Data records ->

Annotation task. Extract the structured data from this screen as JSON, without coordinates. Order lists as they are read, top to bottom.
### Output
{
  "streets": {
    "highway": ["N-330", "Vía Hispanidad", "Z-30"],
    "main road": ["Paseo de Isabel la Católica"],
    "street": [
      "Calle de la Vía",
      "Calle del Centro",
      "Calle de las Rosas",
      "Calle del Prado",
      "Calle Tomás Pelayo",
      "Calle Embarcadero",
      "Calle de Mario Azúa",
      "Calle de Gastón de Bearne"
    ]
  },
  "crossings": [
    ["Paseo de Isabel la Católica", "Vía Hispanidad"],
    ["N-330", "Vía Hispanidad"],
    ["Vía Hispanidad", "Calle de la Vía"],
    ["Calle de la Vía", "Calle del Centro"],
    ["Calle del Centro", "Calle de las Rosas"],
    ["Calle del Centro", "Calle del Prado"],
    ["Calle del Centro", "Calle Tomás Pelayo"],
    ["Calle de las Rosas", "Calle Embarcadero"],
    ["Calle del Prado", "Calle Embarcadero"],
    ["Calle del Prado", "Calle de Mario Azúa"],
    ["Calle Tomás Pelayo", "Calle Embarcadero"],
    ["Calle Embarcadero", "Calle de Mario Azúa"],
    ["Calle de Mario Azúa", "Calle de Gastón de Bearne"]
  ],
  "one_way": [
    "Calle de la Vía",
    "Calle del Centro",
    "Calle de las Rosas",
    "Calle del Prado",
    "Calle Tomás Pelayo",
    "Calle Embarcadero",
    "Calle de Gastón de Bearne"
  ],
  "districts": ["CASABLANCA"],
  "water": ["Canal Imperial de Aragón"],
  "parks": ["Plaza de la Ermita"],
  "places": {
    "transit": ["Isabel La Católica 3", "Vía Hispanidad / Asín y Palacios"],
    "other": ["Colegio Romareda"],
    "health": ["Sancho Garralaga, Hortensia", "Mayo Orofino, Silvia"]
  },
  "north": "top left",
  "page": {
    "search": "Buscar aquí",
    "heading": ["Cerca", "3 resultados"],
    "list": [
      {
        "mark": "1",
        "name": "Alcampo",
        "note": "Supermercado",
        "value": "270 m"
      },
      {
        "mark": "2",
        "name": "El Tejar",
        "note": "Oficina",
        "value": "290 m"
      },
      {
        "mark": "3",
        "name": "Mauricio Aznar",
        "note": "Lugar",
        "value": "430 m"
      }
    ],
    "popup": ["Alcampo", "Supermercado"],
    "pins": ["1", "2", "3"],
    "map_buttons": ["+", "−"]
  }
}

Your goal ->
Output every record above exactly as it was given.

Exercise answer ->
Annotation task. Extract the structured data from this screen as JSON, without coordinates. Order lists as they are read, top to bottom.
### Output
{
  "streets": {
    "highway": ["N-330", "Vía Hispanidad", "Z-30"],
    "main road": ["Paseo de Isabel la Católica"],
    "street": [
      "Calle de la Vía",
      "Calle del Centro",
      "Calle de las Rosas",
      "Calle del Prado",
      "Calle Tomás Pelayo",
      "Calle Embarcadero",
      "Calle de Mario Azúa",
      "Calle de Gastón de Bearne"
    ]
  },
  "crossings": [
    ["Paseo de Isabel la Católica", "Vía Hispanidad"],
    ["N-330", "Vía Hispanidad"],
    ["Vía Hispanidad", "Calle de la Vía"],
    ["Calle de la Vía", "Calle del Centro"],
    ["Calle del Centro", "Calle de las Rosas"],
    ["Calle del Centro", "Calle del Prado"],
    ["Calle del Centro", "Calle Tomás Pelayo"],
    ["Calle de las Rosas", "Calle Embarcadero"],
    ["Calle del Prado", "Calle Embarcadero"],
    ["Calle del Prado", "Calle de Mario Azúa"],
    ["Calle Tomás Pelayo", "Calle Embarcadero"],
    ["Calle Embarcadero", "Calle de Mario Azúa"],
    ["Calle de Mario Azúa", "Calle de Gastón de Bearne"]
  ],
  "one_way": [
    "Calle de la Vía",
    "Calle del Centro",
    "Calle de las Rosas",
    "Calle del Prado",
    "Calle Tomás Pelayo",
    "Calle Embarcadero",
    "Calle de Gastón de Bearne"
  ],
  "districts": ["CASABLANCA"],
  "water": ["Canal Imperial de Aragón"],
  "parks": ["Plaza de la Ermita"],
  "places": {
    "transit": ["Isabel La Católica 3", "Vía Hispanidad / Asín y Palacios"],
    "other": ["Colegio Romareda"],
    "health": ["Sancho Garralaga, Hortensia", "Mayo Orofino, Silvia"]
  },
  "north": "top left",
  "page": {
    "search": "Buscar aquí",
    "heading": ["Cerca", "3 resultados"],
    "list": [
      {
        "mark": "1",
        "name": "Alcampo",
        "note": "Supermercado",
        "value": "270 m"
      },
      {
        "mark": "2",
        "name": "El Tejar",
        "note": "Oficina",
        "value": "290 m"
      },
      {
        "mark": "3",
        "name": "Mauricio Aznar",
        "note": "Lugar",
        "value": "430 m"
      }
    ],
    "popup": ["Alcampo", "Supermercado"],
    "pins": ["1", "2", "3"],
    "map_buttons": ["+", "−"]
  }
}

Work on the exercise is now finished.